Let's see how good can WASM really be.

This is a small project built with the intention of testing Web Assembly. It's main purpose is to compare the execution times between vanilla Javascript and Web Assembly.

# Order an array strings

Lets start with an array with 20 000 random names, and see how fast each approach handles this. One small thing we needed to do, was to deconstruct the array ([...randomNames]) to stop mutation. To be fair, this could be done before-hand, but it shouldn't make much difference at all (I tested)

[...randomNames].sort();
sort.Strings(randomNames)
# Remove repeated string in array

Considering both of the sorting algorithms make in-place changes (mutating the original array) let's now try and see which of them can remove the many repeated names off of this array.

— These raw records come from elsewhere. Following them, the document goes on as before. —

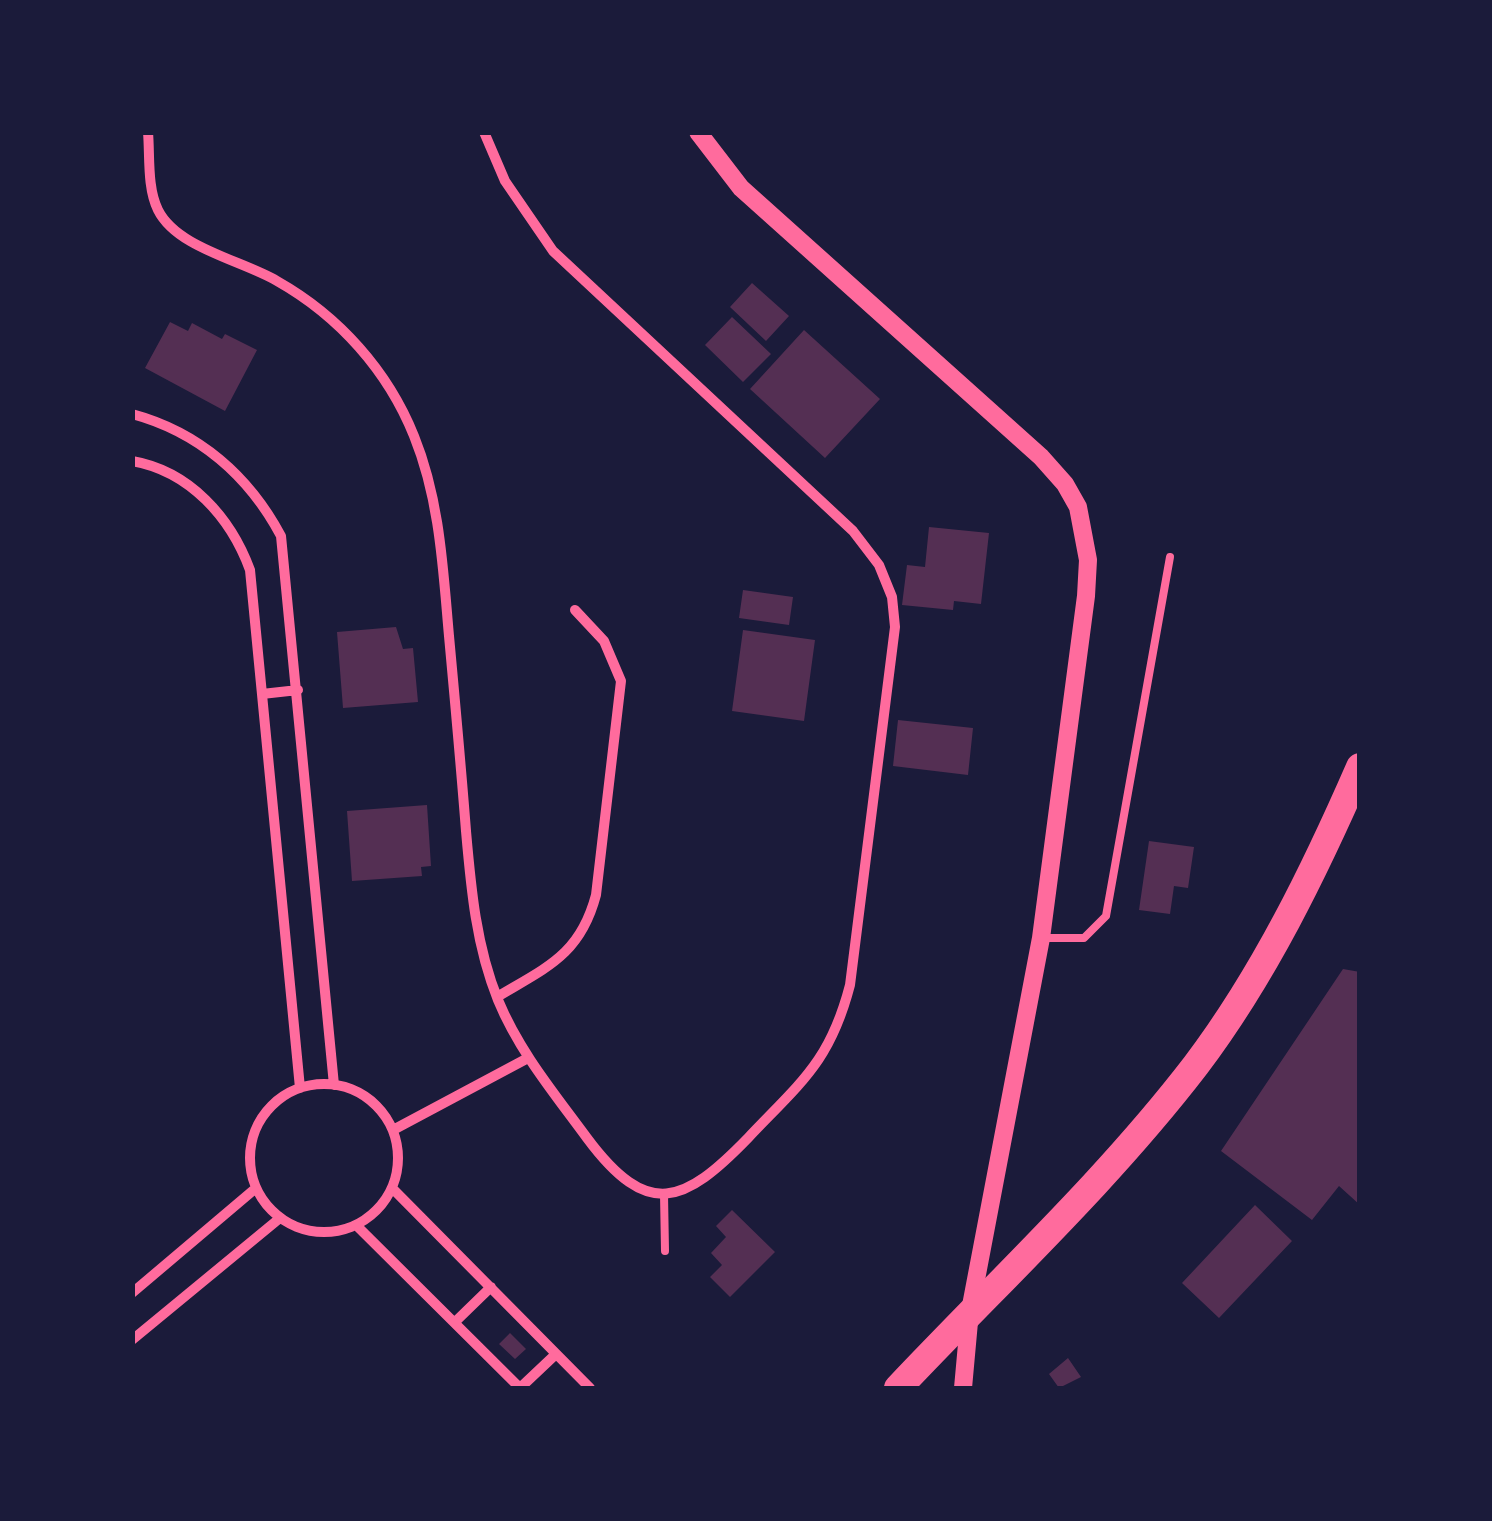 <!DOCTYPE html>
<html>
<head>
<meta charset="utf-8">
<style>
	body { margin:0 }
	#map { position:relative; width:1492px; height:1521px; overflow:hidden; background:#1b1b3a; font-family:Arial,sans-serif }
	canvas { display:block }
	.frame { position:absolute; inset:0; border:135px solid #1b1b3a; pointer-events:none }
</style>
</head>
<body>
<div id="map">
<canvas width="1492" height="1521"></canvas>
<div class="frame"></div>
</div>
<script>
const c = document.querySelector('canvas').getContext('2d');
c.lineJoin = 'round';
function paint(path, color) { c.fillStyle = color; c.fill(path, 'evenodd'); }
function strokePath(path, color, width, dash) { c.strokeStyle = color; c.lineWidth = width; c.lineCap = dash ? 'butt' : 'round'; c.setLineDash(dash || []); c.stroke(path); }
const building = new Path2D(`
	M 752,283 L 789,316 L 766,341 L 730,307 Z
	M 732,317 L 771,354 L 743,382 L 705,345 Z
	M 170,322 L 188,331 L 192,323 L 222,339 L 225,334 L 257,350 L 225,411 L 145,368 Z
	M 804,330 L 880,399 L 825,458 L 750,389 Z
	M 929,527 L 989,533 L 981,604 L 954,601 L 953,610 L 902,605 L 907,565 L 925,567 Z
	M 743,590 L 793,597 L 789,625 L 739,618 Z
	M 396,627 L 403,649 L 413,648 L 418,702 L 343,708 L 337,632 Z
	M 743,630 L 815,640 L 804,721 L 732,711 Z
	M 898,720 L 973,728 L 968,775 L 893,766 Z
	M 427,805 L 431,866 L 421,867 L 422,876 L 352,881 L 347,811 Z
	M 1149,841 L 1194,847 L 1188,888 L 1174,886 L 1170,914 L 1139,910 Z
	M 1343,969 L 1360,972 L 1360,1205 L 1339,1186 L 1312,1220 L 1221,1151 Z
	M 1255,1205 L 1292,1241 L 1219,1318 L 1182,1283 Z
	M 732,1210 L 775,1252 L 730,1297 L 710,1277 L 722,1265 L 711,1253 L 726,1237 L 716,1226 Z
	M 510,1333 L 526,1349 L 515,1359 L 499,1344 Z
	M 1068,1358 L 1081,1377 L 1059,1388 L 1049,1374 Z`);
const service = new Path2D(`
	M 1041,938 L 1084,938 L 1106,916 L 1170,557
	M 664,1194 L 665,1251`);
const minor = new Path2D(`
	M 148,132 C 150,156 147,188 158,210 C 177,248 241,260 277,281 C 339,316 388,371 414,436 C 440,500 443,569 449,636 C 455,701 461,766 466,831 C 471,888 476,946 498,1000 C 519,1051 554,1093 587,1138 C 648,1220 684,1204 748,1138 C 801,1082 830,1062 850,985 L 895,627 L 892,597 L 879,565 L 853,531 L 553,251 L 505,181 L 484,132
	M 132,414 C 199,432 249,476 281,536 L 334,1085
	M 132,461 C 190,471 231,518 250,570 L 300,1088
	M 262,694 L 298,690
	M 497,997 C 547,967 580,955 596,895 L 621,681 L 604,641 L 575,610
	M250 1158a74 74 0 1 1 148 0a74 74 0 1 1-148 0Z
	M 393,1130 L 528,1058
	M 392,1188 L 590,1388
	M 356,1225 L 520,1388
	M 132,1293 L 256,1188
	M 455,1322 L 491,1287
	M 132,1340 L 280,1218
	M 520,1388 L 556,1354`);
const tertiary = new Path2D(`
	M 698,132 L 741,188 L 1041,457 L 1065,484 L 1078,507 L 1088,560 L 1086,596 L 1041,938 L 970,1311 L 963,1388`);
const trunk = new Path2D(`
	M 898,1388 C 998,1282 1107,1181 1196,1065 C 1264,975 1315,870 1360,767`);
paint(building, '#542f53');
strokePath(service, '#ff6b9d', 8);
strokePath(minor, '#ff6b9d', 10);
strokePath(tertiary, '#ff6b9d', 18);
strokePath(trunk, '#ff6b9d', 28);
</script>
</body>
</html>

return array.reduce((acc, item) => {
  if (acc.find((i) => i === item)) {
    return acc;
  }

  acc.push(item);
  return acc;
}, []);
keys := make(map[string]bool)
list := []string{}

for _, entry := range intSlice {
  if _, value := keys[entry]; !value {
    keys[entry] = true
    list = append(list, entry)
  }
}
return list
# Fast Fourier Transform (Cooley-Tukey)

Now using a random signal of length 8192, we're going to compare how fast each aproach can compute an FFT. This one should definitely be a bigger challenge and maybe now we can see where WASM would shine.

FFT(re, im) {
  var N = re.length;
  for (var i = 0; i < N; i++) {
      for(var j = 0, h = i, k = N; k >>= 1; h >>= 1)
          j = (j << 1) | (h & 1);
      if (j > i) {
          re[j] = [re[i], re[i] = re[j]][0]
          im[j] = [im[i], im[i] = im[j]][0]
      }
  }
  for(var hN = 1; hN * 2 <= N; hN *= 2)
      for (var i = 0; i < N; i += hN * 2)
          for (var j = i; j < i + hN; j++) {
              var cos = Math.cos(Math.PI * (j - i) / hN),
                  sin = Math.sin(Math.PI * (j - i) / hN)
              var tre =  re[j+hN] * cos + im[j+hN] * sin,
                  tim = -re[j+hN] * sin + im[j+hN] * cos;
              re[j + hN] = re[j] - tre; im[j + hN] = im[j] - tim;
              re[j] += tre; im[j] += tim;
          }
}
func FFT(a []complex128, n int) []complex128 {
  x := make([]complex128, n)
  copy(x, a)

  j := 0
  for i := 0; i < n; i++ {
    if i < j {
      x[i], x[j] = x[j], x[i]
    }
    m := n / 2
    for {
      if j < m {
        break
      }
      j = j - m
      m = m / 2
      if m < 2 {
        break
      }
    }
    j = j + m
  }
  kmax := 1
  for {
    if kmax >= n {
      return x
    }
    istep := kmax * 2
    for k := 0; k < kmax; k++ {
      theta := complex(0.0, -1.0*math.Pi*float64(k)/float64(kmax))
      for i := k; i < n; i += istep {
        j := i + kmax
        temp := x[j] * cmplx.Exp(theta)
        x[j] = x[i] - temp
        x[i] = x[i] + temp
      }
    }
    kmax = istep
  }
}

Disclaimer

The algorithms used in this demo are far from optimized, and are just some random code I made up on the spot, or got from the internet.
This was intended to be more of a test to WASM's capabilities than a reliable benchmark.
Feel free to suggest any alteration or point out any mistake I might have done!